Let's say you want to write your own bootable code.

Further, your code is going to be really simple.

So simple, in fact, that it only consists of a single instruction.

Your bootable code is going to write a byte or word or double word or whatever to a register or RAM location on a peripheral device, not main RAM or a CPU register.

How do you find out what address(es) have been assigned to that peripheral memory location by the BIOS / UEFI?

Here's a more concrete example:

My bootable code's first and only instruction will write the number 11H to a register located on the sound card.
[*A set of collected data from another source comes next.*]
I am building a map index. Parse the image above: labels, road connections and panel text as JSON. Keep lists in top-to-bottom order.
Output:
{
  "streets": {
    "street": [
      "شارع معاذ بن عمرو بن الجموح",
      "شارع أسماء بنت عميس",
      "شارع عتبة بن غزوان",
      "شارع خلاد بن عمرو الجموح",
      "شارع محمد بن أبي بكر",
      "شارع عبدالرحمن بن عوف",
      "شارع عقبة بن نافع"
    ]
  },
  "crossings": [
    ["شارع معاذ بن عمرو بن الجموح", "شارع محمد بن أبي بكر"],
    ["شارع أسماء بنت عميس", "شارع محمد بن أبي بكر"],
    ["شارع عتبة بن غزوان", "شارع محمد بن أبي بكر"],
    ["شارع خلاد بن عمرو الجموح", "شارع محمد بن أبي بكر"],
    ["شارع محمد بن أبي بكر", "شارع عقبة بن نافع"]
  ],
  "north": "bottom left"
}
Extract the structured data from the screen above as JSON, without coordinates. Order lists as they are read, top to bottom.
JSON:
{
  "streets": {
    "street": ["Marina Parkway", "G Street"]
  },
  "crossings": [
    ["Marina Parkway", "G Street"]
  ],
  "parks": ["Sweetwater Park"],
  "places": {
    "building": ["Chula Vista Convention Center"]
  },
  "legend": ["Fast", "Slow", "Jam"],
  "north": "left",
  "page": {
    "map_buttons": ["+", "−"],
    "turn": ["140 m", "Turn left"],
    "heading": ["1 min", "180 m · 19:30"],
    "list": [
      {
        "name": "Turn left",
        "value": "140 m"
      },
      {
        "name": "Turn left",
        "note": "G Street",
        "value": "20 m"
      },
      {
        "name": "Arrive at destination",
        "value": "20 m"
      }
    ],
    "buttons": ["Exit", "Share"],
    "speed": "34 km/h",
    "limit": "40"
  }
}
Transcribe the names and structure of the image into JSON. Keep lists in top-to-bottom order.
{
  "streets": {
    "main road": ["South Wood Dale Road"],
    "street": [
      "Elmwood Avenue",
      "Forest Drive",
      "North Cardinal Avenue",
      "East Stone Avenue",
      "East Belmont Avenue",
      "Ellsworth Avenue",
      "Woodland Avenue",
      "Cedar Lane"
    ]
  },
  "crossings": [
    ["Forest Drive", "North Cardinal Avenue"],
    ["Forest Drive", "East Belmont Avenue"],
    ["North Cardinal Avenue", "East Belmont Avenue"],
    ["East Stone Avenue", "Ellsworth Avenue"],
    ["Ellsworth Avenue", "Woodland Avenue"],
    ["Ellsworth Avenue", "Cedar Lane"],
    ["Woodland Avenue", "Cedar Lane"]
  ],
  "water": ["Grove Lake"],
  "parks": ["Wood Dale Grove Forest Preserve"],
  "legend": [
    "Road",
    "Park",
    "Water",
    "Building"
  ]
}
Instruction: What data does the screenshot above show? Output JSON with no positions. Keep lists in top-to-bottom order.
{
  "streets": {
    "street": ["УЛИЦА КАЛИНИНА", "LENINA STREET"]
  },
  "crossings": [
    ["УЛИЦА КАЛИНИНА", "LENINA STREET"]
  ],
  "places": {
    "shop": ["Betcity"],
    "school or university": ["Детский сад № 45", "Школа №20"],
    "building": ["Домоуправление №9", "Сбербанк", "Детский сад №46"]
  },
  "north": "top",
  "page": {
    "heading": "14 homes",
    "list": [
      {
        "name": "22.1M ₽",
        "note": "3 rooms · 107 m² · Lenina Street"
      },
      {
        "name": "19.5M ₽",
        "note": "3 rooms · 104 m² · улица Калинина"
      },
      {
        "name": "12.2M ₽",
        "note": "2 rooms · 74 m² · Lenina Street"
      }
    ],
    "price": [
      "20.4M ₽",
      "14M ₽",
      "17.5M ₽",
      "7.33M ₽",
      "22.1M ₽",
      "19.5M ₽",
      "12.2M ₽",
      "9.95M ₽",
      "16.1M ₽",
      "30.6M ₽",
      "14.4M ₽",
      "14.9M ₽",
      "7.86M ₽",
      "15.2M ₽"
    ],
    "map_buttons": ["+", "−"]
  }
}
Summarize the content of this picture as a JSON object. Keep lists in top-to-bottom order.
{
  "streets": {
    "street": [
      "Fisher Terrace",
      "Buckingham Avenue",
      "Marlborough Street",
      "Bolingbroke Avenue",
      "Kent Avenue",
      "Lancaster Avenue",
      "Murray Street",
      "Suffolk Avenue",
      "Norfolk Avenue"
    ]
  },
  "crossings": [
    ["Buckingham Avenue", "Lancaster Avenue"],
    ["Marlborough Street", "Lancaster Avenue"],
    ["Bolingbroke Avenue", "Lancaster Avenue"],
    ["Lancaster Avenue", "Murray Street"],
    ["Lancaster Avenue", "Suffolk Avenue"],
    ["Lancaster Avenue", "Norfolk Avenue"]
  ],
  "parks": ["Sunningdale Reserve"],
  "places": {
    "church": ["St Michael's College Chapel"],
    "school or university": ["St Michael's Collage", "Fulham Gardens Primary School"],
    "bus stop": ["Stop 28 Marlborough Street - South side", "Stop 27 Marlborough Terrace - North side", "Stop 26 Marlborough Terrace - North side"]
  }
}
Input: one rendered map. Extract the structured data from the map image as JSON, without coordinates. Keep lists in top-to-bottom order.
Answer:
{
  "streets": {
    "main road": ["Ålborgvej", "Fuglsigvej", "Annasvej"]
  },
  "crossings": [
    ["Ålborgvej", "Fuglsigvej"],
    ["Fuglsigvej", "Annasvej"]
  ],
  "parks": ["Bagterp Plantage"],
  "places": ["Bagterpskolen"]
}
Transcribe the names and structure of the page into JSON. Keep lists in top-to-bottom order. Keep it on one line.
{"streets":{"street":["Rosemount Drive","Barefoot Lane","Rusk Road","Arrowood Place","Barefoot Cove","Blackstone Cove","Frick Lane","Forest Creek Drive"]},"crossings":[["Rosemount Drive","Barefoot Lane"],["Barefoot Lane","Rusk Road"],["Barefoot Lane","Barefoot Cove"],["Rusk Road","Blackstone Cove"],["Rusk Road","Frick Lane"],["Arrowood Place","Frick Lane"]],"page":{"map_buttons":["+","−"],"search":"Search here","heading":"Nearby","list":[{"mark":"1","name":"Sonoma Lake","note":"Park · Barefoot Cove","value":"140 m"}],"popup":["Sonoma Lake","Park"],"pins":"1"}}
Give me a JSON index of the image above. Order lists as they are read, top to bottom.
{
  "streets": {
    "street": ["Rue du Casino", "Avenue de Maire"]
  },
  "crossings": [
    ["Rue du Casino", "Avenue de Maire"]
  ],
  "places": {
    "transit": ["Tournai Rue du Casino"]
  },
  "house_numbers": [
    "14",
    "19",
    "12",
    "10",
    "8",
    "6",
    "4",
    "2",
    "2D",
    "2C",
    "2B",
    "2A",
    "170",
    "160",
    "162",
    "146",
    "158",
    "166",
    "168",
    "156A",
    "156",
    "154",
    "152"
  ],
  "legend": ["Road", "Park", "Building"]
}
If the BIOS / UEFI initialization code did its job properly, that sound card register should be mapped into the CPU's memory space and/or IO space.

I need to find that address to accomplish that write.

How do I find it?

This is what real operating systems must do at some point.

When you open control panel / device manager in Windows, you see all the memory ranges for peripherals listed there.

At some point, Windows must have queried the BIOS /UEFI to find this data.

Again, how is this done?

EDIT:

Here is my attempt at writing this bootable assembly program:

    BITS    16
    ORG     100h
start:
    ;I want to write a byte into a register on the sound card or NIC or 
    ;whatever. So, I'm using a move instruction to accomplish that where X 
    ;is the register's memory mapped or IO mapped address.
    mov X,11h
times 510 - ($ - $$)  db 0
dw 0xaa55

What number do I put in for X? How do I find the address of this peripheral's register?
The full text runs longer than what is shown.